*Work instructions*: For the word "bottom", determine how many lines of the entries below contain it, and give only that number.
START Task material
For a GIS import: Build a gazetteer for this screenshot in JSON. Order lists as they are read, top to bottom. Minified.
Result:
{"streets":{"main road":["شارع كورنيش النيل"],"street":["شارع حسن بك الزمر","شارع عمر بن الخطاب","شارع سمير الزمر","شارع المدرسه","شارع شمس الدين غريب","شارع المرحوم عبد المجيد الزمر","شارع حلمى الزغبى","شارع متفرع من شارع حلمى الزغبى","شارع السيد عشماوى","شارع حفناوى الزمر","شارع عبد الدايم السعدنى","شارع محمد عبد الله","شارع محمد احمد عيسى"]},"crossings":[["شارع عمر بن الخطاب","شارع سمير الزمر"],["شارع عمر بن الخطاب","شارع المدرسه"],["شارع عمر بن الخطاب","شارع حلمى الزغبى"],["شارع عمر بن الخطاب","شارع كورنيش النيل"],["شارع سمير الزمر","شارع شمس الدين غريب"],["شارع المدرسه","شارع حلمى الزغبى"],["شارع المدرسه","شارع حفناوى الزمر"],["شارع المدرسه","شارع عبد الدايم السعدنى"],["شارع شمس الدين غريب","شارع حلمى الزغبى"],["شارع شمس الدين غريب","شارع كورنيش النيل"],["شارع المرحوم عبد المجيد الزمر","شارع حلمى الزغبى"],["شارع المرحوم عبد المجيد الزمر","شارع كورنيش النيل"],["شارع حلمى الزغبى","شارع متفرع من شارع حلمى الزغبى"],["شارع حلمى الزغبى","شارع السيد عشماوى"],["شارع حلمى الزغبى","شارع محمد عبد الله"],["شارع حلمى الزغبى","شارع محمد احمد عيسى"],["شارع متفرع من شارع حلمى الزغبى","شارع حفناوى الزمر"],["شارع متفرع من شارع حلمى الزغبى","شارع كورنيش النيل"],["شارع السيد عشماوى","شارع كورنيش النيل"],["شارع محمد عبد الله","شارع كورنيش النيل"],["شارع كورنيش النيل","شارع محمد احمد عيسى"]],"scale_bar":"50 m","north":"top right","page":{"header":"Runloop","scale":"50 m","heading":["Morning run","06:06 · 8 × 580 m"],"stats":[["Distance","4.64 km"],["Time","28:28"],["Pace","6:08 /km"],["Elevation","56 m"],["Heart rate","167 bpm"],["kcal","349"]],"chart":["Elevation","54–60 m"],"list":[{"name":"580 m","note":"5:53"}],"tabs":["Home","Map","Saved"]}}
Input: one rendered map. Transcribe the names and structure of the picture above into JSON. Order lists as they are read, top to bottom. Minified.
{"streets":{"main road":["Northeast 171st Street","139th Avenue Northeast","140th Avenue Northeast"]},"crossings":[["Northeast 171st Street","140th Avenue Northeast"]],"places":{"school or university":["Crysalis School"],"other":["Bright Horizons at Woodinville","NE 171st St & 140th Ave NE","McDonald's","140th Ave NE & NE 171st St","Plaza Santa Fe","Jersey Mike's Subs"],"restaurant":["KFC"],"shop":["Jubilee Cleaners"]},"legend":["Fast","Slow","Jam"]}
END Task material
*Response box*: 2